Subtle, lyrical, and delicately bittersweet, Floating Weeds offers an excellent introduction to the cinema of Yasujiro Ozu—one of the greatest of all Japanese filmmakers, and until recently in the West, one of the least known.

“The Japanese . . . think of Ozu as the most Japanese of all their directors,” wrote film scholar Donald Richie of this master of lyric melodrama and low-key comedy whose career spanned the silent era to the post-war period. And from every angle it’s easy to see why. For while the period dramas of his great filmmaking compatriots Akira Kurosawa and Kenji Mizoguchi won acceptance in the West (as their stories sparked comparisons with our Westerns and “women’s pictures”), Ozu’s work was seldom seen outside Japan until some ten years after his death in 1963. His devotion to detailing everyday Japanese life, and his refusal to jazz things up with fancy camerawork and slick melodramatic formulas, made most distributors feel his work was unexportable—a quality that made the Japanese take Ozu to their hearts more than ever.

But times, and tastes, change and today filmmakers as diverse as Wim Wenders and Martin Scorsese rank Ozu as a master the equal of Chaplin and Rossellini in the delicacy of his observations of people and their lives. And as his large body of work becomes increasingly more available in the West, movie lovers are rapidly coming to agree with them. A remake of a story he first told in a 1934 silent film, Floating Weeds (1959) stands a bit apart from the bulk of Ozu’s work, which primarily dealt with the middle-class mainstream. But his favorite theme of the stresses and strains of parent-child relationships figure prominently in this story of a raggle-taggle theater troupe giving its final performances in a small fishing village.

Years before the action of the film began, the troupe’s leader Komajuro (Ganjiro Nakamura) fathered a son (Hiroshi Kawaguchi) by a local woman (Haruko Sugimura). Periodically he visited the boy, who was raised believing the actor to be his uncle. Now, with the company on its last legs, and the boy about to enter manhood, old Komajuro is anxious to make up for lost time, and become the father he never was to his child. But when his mistress (Michiko Kyo) finds out about the situation, she becomes overwhelmed by jealousy.

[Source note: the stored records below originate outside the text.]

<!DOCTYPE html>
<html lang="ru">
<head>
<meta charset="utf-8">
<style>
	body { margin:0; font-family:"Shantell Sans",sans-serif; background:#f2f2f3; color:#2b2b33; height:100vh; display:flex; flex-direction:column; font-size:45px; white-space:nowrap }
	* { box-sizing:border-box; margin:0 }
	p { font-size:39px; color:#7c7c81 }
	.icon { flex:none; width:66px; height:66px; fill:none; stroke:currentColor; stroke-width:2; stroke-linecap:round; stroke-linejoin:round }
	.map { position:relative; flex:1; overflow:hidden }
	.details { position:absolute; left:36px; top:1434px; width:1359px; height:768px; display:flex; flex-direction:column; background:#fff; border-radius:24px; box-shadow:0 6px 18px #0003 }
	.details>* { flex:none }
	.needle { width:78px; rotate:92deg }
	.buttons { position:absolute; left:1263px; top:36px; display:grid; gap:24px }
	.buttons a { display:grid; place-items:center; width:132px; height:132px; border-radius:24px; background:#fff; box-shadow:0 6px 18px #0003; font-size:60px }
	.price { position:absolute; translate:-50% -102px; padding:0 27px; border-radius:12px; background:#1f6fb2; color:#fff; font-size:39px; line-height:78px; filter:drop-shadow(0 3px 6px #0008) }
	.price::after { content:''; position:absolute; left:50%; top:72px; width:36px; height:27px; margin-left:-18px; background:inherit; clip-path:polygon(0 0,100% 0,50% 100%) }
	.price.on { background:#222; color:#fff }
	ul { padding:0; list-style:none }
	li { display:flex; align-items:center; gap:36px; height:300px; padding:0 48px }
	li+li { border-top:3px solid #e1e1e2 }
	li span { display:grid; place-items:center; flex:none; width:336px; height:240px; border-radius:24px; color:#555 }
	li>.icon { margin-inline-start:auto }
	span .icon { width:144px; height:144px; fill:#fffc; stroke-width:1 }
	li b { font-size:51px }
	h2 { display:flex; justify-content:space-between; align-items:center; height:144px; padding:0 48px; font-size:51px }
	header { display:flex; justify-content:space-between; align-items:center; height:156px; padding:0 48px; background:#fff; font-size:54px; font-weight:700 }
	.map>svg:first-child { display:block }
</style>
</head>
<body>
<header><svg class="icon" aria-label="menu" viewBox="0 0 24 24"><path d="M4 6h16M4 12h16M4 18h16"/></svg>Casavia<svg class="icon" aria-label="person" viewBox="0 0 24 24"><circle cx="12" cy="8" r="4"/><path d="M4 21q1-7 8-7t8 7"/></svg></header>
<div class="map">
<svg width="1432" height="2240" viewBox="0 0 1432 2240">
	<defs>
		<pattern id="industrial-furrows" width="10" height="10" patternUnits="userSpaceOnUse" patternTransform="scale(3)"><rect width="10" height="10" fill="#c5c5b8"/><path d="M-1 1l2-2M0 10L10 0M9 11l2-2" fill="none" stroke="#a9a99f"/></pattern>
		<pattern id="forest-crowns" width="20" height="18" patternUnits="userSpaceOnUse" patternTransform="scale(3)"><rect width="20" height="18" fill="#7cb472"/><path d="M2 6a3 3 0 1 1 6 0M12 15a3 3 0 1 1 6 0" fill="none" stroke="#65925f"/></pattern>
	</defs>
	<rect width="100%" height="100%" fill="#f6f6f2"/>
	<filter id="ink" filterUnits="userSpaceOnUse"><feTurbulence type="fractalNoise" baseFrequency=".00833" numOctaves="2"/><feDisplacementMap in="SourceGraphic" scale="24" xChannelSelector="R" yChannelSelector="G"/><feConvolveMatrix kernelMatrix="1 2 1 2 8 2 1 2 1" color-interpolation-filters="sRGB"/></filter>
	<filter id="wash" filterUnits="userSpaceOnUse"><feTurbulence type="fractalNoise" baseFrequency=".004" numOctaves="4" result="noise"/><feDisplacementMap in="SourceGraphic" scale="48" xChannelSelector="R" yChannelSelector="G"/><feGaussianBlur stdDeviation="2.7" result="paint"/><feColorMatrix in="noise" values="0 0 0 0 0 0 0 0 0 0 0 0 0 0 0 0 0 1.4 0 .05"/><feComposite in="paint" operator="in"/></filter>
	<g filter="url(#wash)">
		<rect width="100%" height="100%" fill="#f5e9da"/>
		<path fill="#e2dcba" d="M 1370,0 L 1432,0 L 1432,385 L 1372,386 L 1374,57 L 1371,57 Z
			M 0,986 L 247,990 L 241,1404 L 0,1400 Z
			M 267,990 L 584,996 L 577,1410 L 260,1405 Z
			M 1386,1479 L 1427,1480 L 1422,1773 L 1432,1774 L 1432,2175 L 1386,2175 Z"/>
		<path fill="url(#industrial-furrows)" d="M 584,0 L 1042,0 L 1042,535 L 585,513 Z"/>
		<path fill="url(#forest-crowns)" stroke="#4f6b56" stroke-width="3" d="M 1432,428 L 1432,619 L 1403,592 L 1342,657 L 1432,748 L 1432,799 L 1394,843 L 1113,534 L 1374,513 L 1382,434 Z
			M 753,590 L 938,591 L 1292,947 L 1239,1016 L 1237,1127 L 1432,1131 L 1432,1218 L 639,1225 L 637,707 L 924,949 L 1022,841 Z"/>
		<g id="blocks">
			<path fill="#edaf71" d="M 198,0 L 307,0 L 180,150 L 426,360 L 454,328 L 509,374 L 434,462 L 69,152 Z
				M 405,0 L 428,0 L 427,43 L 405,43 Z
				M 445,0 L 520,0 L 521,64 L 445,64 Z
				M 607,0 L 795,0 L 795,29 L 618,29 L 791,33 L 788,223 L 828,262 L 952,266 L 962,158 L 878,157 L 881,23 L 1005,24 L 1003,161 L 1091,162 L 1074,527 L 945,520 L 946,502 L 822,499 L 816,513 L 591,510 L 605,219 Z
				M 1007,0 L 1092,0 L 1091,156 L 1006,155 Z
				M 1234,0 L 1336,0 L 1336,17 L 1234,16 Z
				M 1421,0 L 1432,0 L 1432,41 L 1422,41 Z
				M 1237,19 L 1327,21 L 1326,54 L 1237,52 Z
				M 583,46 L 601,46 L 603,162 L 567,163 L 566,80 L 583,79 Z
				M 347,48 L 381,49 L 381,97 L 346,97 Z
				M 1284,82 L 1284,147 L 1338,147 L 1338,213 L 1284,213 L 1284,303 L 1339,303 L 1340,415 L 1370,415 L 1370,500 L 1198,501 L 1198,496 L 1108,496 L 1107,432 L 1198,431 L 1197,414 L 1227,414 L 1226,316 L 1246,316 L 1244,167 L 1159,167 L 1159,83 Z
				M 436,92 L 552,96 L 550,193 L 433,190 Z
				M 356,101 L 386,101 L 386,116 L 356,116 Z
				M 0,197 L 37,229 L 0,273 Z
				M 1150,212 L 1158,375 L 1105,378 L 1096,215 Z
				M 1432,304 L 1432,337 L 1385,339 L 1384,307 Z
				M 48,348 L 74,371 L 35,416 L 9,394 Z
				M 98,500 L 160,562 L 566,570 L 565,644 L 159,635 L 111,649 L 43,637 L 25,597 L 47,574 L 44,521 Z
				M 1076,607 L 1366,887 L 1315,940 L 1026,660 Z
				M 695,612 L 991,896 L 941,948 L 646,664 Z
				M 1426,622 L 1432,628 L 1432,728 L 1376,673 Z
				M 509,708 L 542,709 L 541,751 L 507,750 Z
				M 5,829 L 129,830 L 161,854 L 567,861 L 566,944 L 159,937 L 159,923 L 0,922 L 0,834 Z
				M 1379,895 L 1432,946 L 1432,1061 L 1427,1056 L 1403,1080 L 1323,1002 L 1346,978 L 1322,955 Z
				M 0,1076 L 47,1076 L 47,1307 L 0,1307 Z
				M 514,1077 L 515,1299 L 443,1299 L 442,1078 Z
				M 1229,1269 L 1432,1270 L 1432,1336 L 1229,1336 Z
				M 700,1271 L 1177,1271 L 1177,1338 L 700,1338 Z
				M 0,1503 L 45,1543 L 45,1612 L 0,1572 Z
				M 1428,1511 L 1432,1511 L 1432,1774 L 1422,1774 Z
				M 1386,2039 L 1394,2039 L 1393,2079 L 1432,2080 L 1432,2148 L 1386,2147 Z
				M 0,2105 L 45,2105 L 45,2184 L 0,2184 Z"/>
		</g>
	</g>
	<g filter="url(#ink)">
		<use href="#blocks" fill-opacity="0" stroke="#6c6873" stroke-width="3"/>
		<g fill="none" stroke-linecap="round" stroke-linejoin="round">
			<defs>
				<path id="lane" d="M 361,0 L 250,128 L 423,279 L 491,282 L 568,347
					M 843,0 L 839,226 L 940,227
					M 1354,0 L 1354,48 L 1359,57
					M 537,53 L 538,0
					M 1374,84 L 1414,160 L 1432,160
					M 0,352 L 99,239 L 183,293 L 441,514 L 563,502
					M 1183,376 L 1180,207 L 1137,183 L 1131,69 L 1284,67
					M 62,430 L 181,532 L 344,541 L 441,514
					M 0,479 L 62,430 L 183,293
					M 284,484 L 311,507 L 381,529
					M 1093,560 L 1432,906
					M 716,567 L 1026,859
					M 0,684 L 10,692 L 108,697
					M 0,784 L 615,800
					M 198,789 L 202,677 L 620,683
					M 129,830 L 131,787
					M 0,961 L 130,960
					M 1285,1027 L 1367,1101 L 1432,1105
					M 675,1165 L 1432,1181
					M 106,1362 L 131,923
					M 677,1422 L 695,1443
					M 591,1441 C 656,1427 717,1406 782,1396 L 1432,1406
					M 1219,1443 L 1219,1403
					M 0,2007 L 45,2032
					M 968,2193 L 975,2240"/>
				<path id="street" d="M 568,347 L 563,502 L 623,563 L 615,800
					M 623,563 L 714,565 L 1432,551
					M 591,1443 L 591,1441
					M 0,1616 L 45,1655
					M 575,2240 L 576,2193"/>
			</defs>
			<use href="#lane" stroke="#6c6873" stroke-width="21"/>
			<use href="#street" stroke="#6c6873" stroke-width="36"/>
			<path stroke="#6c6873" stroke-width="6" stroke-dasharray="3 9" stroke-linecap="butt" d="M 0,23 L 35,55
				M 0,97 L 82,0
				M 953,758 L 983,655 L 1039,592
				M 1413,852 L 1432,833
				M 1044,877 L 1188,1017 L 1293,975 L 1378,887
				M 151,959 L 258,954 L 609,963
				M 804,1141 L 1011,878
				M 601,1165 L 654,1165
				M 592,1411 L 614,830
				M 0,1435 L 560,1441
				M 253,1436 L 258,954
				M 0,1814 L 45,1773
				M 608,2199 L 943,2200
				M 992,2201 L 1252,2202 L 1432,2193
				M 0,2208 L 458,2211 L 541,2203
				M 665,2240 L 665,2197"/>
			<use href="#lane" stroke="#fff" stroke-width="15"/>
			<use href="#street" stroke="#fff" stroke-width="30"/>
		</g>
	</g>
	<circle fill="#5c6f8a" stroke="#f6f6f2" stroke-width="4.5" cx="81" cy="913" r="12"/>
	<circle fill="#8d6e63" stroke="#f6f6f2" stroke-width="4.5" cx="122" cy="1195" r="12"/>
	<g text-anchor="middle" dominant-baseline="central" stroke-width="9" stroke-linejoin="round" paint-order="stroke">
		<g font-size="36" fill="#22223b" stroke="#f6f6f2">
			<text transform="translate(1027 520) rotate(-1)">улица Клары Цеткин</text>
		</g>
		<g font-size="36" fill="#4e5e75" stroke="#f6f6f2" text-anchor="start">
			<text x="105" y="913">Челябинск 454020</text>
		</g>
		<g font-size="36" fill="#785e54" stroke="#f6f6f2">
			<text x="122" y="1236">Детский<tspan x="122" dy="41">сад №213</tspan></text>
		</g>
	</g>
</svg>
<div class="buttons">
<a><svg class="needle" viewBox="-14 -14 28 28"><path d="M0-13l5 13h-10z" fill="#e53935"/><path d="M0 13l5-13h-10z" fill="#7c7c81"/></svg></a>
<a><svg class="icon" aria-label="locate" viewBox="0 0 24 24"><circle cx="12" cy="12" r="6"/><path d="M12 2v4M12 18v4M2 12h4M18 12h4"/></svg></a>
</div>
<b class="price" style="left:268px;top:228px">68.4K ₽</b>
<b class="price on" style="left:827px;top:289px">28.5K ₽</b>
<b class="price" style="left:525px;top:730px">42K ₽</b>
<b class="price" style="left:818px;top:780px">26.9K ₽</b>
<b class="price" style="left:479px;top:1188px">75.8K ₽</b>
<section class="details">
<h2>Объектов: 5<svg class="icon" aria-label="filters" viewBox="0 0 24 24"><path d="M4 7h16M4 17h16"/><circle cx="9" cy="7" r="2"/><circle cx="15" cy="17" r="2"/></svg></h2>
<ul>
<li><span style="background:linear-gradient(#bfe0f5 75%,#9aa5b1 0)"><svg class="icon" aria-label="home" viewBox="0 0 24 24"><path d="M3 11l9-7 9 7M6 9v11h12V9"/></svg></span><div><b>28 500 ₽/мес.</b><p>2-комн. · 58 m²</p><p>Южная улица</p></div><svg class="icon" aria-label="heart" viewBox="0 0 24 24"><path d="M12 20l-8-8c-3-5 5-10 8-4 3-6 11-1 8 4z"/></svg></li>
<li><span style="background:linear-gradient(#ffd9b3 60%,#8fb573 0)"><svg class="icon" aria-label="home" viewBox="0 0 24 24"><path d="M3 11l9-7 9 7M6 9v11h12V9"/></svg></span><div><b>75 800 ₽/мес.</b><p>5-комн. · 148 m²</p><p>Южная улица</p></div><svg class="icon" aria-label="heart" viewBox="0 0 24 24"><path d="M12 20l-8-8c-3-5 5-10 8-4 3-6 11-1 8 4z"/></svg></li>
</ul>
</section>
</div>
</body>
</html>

She bribes one of the younger girls in the troupe (Ayako Wakao) to make a pass at the boy, breaking his heart and bringing disgrace upon him, as actresses are considered socially unsavory—even by Komajuro himself. But her plotting goes awry when the young people actually fall in love. And Komajuro’s plans are also thwarted when the boy defies him—insisting on marrying this “unsuitable” girl. Everything comes out for the best for all concerned in the end, but not before each of the characters faces the fact that life involves both compromise and sentimental regret.

Given this scenario, most filmmakers would chart it out as a simple series of melodramatic “highs” and “lows.” Not Ozu. From the first shot, comically juxtaposing a lighthouse (background) with a sake bottle (foreground), to the last one of a train swiftly moving over a nighttime landscape, it’s plain we’re in the hands of a filmmaker whose prime concern is understatement and overtone. Rather than rush to the heat of a “big” dramatic moment, Ozu concentrates on the warmth of “small” ones. In scene after scene the way the characters walk, sit, stand, and speak is scrupulously observed. Time and time again, he gives the screen over to “minor” characters (the secondary actors in the troupe, always on the prowl for women) and even “unimportant” ones (passers-by, old people, children).

Nothing is “unimportant” in Ozu’s view. The story is not meant to stand as an “exceptional” dramatic incident, but rather as part of the context of the ebb and flow of life. “Unimportant” people and actions are part of this ebb and flow. In fact, so are the places and inanimate objects surrounding them. And so we are treated to lovingly photographed shots of banners blowing in the wind, gardens dripping with rain, empty small town streets. They punctuate the action, signaling the beginnings and ends of scenes. But they are also there to be seen for themselves in a manner that can only be called poetic.

As critic James Stoller has said, “If, to arrive at poetry in our time, we must sometimes go a long way, Ozu took us the longest way of all: back into the arms of a world we thought we had abandoned.” This abandoned world is nothing less than the one we inhabited as children—when each sight and sound was seen and appreciated by us as new. Ozu in Floating Weeds tells us a story, but at the same time he brings it to us through a child’s eyes. We cannot ask more of a film artist.